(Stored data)
---*---

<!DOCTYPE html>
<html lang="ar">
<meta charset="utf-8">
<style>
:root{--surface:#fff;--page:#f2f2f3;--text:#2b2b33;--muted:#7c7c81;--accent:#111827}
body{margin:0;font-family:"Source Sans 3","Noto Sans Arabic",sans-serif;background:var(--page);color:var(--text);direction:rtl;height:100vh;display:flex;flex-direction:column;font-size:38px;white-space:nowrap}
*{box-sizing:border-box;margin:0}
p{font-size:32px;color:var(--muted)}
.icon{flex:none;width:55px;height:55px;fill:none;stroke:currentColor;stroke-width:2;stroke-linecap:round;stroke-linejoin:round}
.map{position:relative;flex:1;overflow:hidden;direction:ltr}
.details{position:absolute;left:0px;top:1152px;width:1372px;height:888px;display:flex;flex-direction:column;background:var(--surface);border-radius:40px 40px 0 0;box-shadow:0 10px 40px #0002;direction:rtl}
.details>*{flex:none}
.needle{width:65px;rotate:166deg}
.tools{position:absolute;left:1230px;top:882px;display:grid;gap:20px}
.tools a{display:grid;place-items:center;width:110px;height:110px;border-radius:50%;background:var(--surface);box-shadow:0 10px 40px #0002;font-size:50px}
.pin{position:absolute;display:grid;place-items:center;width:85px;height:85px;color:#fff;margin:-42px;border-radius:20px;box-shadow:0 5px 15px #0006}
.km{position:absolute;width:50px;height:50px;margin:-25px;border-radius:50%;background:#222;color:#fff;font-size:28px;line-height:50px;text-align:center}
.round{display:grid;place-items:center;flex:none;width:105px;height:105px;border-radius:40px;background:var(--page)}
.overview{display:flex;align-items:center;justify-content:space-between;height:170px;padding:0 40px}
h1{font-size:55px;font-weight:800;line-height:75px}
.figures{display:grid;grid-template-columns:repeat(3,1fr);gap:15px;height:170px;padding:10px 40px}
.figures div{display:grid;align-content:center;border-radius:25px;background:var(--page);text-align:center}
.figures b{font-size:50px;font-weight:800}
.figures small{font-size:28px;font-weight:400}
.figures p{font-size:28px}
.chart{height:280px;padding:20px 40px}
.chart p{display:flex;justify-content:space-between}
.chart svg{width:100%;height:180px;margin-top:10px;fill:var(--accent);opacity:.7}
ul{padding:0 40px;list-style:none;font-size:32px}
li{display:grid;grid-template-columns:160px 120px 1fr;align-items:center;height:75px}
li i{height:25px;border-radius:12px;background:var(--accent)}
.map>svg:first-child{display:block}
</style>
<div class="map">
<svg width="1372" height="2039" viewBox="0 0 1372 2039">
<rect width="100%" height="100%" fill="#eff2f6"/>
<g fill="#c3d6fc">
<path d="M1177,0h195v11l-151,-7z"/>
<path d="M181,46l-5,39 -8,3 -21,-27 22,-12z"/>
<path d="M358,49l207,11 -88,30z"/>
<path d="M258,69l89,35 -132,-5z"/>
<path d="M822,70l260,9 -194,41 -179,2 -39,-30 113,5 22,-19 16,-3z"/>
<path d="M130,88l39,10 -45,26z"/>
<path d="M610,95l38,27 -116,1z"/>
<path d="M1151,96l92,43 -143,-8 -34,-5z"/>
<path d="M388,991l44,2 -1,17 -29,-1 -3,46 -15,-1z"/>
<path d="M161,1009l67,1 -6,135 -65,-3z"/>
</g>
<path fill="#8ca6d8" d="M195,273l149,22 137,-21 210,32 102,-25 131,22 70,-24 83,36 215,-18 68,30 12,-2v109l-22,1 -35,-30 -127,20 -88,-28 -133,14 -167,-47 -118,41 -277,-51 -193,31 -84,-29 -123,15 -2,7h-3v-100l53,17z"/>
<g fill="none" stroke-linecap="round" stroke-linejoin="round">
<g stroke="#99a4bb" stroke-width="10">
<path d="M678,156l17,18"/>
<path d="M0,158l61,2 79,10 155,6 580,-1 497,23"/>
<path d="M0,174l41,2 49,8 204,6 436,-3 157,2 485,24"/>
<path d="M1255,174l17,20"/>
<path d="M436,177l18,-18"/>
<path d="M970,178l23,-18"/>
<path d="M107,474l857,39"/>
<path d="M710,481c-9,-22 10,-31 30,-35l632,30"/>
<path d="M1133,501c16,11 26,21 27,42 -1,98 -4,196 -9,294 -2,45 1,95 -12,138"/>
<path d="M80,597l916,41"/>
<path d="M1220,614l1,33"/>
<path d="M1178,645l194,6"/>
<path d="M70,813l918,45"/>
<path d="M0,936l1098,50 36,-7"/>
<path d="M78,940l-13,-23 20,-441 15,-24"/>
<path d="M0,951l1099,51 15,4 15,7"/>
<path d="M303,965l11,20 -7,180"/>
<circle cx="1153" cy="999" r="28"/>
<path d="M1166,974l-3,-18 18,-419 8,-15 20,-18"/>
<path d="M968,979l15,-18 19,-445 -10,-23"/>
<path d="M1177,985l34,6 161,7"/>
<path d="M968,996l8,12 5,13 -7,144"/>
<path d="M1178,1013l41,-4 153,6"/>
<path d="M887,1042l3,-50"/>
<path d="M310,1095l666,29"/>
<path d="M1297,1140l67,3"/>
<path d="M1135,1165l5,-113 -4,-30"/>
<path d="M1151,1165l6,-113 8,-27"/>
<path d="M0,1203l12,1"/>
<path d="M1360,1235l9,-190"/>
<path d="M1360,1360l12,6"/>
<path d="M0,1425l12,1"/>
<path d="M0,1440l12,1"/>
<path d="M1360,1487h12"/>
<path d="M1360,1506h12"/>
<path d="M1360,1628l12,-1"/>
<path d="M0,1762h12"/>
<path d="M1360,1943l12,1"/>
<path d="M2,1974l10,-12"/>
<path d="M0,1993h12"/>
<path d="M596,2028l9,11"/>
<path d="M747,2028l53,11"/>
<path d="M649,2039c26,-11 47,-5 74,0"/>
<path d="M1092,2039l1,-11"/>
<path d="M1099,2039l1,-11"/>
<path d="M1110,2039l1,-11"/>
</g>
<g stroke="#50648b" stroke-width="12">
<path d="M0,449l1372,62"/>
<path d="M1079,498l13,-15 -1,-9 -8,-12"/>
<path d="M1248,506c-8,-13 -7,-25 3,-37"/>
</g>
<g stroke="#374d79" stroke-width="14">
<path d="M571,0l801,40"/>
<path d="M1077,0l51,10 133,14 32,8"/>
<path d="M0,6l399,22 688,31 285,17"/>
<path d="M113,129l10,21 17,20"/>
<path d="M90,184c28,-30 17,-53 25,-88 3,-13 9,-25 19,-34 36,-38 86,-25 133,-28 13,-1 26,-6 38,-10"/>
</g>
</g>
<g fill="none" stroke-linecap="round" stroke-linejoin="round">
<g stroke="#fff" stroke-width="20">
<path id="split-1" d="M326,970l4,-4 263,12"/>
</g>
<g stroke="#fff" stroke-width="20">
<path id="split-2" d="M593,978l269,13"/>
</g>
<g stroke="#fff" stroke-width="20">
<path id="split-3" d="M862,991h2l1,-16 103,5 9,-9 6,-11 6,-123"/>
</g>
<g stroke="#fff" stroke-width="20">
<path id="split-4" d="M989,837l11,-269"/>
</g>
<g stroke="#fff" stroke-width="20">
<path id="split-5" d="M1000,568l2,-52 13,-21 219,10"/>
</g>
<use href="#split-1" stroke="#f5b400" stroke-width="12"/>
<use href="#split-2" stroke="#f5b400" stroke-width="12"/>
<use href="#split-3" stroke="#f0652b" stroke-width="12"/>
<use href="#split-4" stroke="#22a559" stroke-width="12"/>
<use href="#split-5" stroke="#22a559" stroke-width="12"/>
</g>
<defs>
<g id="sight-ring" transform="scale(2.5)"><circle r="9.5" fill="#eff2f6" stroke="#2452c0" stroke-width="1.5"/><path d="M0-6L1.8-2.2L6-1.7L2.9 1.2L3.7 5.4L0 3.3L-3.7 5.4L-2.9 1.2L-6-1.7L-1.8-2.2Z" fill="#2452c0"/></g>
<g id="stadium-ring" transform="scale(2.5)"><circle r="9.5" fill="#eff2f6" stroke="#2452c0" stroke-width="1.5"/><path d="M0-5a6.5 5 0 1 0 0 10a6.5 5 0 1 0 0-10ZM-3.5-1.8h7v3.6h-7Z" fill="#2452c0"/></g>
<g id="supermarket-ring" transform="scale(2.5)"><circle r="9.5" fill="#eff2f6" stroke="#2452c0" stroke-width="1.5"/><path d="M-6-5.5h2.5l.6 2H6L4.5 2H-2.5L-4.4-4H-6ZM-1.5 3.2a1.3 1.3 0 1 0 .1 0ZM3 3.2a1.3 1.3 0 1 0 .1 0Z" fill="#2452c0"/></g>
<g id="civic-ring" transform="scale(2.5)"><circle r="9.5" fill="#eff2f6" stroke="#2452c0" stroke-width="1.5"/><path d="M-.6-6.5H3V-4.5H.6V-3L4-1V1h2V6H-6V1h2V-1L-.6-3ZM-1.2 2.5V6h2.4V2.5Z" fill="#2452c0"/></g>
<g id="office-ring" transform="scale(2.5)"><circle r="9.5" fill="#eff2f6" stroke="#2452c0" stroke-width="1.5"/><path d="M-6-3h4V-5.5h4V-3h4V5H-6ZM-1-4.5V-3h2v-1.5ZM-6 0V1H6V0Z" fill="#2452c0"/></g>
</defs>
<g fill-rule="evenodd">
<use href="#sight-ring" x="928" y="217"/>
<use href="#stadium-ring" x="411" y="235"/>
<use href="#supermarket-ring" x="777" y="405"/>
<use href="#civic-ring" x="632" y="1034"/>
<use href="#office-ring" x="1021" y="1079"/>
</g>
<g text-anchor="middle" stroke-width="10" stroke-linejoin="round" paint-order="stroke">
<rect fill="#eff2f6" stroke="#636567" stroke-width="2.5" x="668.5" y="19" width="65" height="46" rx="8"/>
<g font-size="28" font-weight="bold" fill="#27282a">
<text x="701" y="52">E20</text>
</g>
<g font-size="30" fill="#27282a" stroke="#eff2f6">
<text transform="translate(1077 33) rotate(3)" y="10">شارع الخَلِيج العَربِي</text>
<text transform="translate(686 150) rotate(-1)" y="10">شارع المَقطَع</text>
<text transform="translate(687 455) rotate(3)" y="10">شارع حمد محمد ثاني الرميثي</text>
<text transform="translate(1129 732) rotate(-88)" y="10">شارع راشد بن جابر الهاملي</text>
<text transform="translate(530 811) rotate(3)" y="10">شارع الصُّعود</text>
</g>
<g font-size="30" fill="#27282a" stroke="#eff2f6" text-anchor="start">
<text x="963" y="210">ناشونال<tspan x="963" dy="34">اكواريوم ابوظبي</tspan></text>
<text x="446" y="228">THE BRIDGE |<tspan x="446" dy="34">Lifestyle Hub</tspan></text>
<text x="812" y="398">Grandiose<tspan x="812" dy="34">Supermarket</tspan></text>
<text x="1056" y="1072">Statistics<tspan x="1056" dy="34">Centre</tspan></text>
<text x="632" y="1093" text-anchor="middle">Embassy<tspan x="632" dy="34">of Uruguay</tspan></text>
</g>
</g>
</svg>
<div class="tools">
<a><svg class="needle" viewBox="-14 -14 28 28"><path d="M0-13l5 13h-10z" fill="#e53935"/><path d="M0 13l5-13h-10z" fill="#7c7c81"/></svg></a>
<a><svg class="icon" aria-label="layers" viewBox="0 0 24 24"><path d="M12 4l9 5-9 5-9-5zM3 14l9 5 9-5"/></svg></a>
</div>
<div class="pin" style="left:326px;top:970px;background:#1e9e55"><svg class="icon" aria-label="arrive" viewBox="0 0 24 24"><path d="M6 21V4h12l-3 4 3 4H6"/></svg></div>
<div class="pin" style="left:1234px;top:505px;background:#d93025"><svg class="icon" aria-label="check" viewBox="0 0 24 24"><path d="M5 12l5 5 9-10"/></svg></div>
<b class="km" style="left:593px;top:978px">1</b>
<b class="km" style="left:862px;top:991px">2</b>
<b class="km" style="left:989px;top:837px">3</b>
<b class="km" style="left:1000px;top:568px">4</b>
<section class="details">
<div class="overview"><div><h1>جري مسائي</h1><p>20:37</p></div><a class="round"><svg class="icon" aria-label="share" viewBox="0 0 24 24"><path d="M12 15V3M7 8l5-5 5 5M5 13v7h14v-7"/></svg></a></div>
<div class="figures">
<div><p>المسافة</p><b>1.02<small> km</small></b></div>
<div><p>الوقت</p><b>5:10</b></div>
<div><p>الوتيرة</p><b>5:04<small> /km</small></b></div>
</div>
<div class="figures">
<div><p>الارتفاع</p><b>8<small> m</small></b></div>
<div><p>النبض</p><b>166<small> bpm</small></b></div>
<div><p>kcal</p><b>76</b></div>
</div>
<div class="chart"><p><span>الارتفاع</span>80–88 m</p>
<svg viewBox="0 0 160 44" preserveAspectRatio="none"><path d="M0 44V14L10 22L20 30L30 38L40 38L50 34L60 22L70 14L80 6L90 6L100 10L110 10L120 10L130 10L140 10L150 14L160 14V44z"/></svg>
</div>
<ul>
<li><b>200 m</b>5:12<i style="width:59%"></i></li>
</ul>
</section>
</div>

---*---

[AIM OF THE TASK]
Respond with only the number of lines in the data that include the string "tools".

[RESPONSE AREA]
3